WHAT THIS TASK INVOLVES:
Give back the listing word for word, from top to bottom.

DATA SUPPLIED:

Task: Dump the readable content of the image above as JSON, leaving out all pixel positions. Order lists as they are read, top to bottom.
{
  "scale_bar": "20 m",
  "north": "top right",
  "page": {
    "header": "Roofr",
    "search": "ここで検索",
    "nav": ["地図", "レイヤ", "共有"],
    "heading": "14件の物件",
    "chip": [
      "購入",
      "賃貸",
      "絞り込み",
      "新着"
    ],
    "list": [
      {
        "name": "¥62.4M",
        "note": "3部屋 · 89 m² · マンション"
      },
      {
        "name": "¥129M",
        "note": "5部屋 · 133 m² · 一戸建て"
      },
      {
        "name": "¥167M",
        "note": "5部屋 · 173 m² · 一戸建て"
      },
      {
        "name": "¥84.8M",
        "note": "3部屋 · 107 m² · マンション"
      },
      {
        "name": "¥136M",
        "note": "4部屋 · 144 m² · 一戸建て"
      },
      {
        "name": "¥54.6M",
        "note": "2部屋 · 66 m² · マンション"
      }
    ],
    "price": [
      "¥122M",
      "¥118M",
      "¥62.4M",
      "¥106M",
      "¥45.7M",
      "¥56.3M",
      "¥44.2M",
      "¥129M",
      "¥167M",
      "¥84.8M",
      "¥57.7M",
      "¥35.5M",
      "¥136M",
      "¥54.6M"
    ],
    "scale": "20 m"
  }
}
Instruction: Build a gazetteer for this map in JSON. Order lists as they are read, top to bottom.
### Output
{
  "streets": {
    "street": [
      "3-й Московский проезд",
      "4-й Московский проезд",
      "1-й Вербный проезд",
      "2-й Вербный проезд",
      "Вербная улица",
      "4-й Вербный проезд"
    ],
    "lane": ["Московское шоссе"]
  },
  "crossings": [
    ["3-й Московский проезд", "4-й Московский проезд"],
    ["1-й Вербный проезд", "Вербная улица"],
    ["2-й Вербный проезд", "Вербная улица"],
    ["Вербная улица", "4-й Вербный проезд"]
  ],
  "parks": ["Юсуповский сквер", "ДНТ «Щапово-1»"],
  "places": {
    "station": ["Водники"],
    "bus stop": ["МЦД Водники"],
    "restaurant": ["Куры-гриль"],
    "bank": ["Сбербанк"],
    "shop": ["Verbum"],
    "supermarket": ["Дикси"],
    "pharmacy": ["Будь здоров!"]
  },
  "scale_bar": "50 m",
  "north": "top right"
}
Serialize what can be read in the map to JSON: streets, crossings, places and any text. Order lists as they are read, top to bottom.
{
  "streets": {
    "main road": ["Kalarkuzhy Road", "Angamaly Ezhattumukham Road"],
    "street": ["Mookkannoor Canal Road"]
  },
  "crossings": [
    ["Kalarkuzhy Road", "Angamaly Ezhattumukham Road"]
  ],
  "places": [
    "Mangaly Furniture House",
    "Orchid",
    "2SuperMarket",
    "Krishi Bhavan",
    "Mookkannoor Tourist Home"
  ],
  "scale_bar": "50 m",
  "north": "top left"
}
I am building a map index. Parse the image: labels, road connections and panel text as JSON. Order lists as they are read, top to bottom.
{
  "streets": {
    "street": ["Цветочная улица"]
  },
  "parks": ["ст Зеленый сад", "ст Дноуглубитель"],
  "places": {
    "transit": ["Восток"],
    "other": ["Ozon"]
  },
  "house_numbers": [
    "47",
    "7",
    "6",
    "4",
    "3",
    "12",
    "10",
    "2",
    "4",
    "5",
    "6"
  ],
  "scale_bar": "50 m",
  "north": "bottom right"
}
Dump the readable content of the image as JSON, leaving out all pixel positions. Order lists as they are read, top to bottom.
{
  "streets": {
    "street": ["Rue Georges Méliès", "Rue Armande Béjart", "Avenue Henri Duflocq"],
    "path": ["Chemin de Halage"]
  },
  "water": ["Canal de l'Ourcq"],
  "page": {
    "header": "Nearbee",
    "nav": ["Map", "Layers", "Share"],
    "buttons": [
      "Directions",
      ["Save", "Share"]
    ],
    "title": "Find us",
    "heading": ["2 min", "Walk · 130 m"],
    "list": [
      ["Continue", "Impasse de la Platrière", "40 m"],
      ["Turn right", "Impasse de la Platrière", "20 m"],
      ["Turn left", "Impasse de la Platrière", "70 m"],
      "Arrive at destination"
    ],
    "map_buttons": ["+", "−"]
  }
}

RESPONSE AREA:
Task: Dump the readable content of the image above as JSON, leaving out all pixel positions. Order lists as they are read, top to bottom.
{
  "scale_bar": "20 m",
  "north": "top right",
  "page": {
    "header": "Roofr",
    "search": "ここで検索",
    "nav": ["地図", "レイヤ", "共有"],
    "heading": "14件の物件",
    "chip": [
      "購入",
      "賃貸",
      "絞り込み",
      "新着"
    ],
    "list": [
      {
        "name": "¥62.4M",
        "note": "3部屋 · 89 m² · マンション"
      },
      {
        "name": "¥129M",
        "note": "5部屋 · 133 m² · 一戸建て"
      },
      {
        "name": "¥167M",
        "note": "5部屋 · 173 m² · 一戸建て"
      },
      {
        "name": "¥84.8M",
        "note": "3部屋 · 107 m² · マンション"
      },
      {
        "name": "¥136M",
        "note": "4部屋 · 144 m² · 一戸建て"
      },
      {
        "name": "¥54.6M",
        "note": "2部屋 · 66 m² · マンション"
      }
    ],
    "price": [
      "¥122M",
      "¥118M",
      "¥62.4M",
      "¥106M",
      "¥45.7M",
      "¥56.3M",
      "¥44.2M",
      "¥129M",
      "¥167M",
      "¥84.8M",
      "¥57.7M",
      "¥35.5M",
      "¥136M",
      "¥54.6M"
    ],
    "scale": "20 m"
  }
}
Instruction: Build a gazetteer for this map in JSON. Order lists as they are read, top to bottom.
### Output
{
  "streets": {
    "street": [
      "3-й Московский проезд",
      "4-й Московский проезд",
      "1-й Вербный проезд",
      "2-й Вербный проезд",
      "Вербная улица",
      "4-й Вербный проезд"
    ],
    "lane": ["Московское шоссе"]
  },
  "crossings": [
    ["3-й Московский проезд", "4-й Московский проезд"],
    ["1-й Вербный проезд", "Вербная улица"],
    ["2-й Вербный проезд", "Вербная улица"],
    ["Вербная улица", "4-й Вербный проезд"]
  ],
  "parks": ["Юсуповский сквер", "ДНТ «Щапово-1»"],
  "places": {
    "station": ["Водники"],
    "bus stop": ["МЦД Водники"],
    "restaurant": ["Куры-гриль"],
    "bank": ["Сбербанк"],
    "shop": ["Verbum"],
    "supermarket": ["Дикси"],
    "pharmacy": ["Будь здоров!"]
  },
  "scale_bar": "50 m",
  "north": "top right"
}
Serialize what can be read in the map to JSON: streets, crossings, places and any text. Order lists as they are read, top to bottom.
{
  "streets": {
    "main road": ["Kalarkuzhy Road", "Angamaly Ezhattumukham Road"],
    "street": ["Mookkannoor Canal Road"]
  },
  "crossings": [
    ["Kalarkuzhy Road", "Angamaly Ezhattumukham Road"]
  ],
  "places": [
    "Mangaly Furniture House",
    "Orchid",
    "2SuperMarket",
    "Krishi Bhavan",
    "Mookkannoor Tourist Home"
  ],
  "scale_bar": "50 m",
  "north": "top left"
}
I am building a map index. Parse the image: labels, road connections and panel text as JSON. Order lists as they are read, top to bottom.
{
  "streets": {
    "street": ["Цветочная улица"]
  },
  "parks": ["ст Зеленый сад", "ст Дноуглубитель"],
  "places": {
    "transit": ["Восток"],
    "other": ["Ozon"]
  },
  "house_numbers": [
    "47",
    "7",
    "6",
    "4",
    "3",
    "12",
    "10",
    "2",
    "4",
    "5",
    "6"
  ],
  "scale_bar": "50 m",
  "north": "bottom right"
}
Dump the readable content of the image as JSON, leaving out all pixel positions. Order lists as they are read, top to bottom.
{
  "streets": {
    "street": ["Rue Georges Méliès", "Rue Armande Béjart", "Avenue Henri Duflocq"],
    "path": ["Chemin de Halage"]
  },
  "water": ["Canal de l'Ourcq"],
  "page": {
    "header": "Nearbee",
    "nav": ["Map", "Layers", "Share"],
    "buttons": [
      "Directions",
      ["Save", "Share"]
    ],
    "title": "Find us",
    "heading": ["2 min", "Walk · 130 m"],
    "list": [
      ["Continue", "Impasse de la Platrière", "40 m"],
      ["Turn right", "Impasse de la Platrière", "20 m"],
      ["Turn left", "Impasse de la Platrière", "70 m"],
      "Arrive at destination"
    ],
    "map_buttons": ["+", "−"]
  }
}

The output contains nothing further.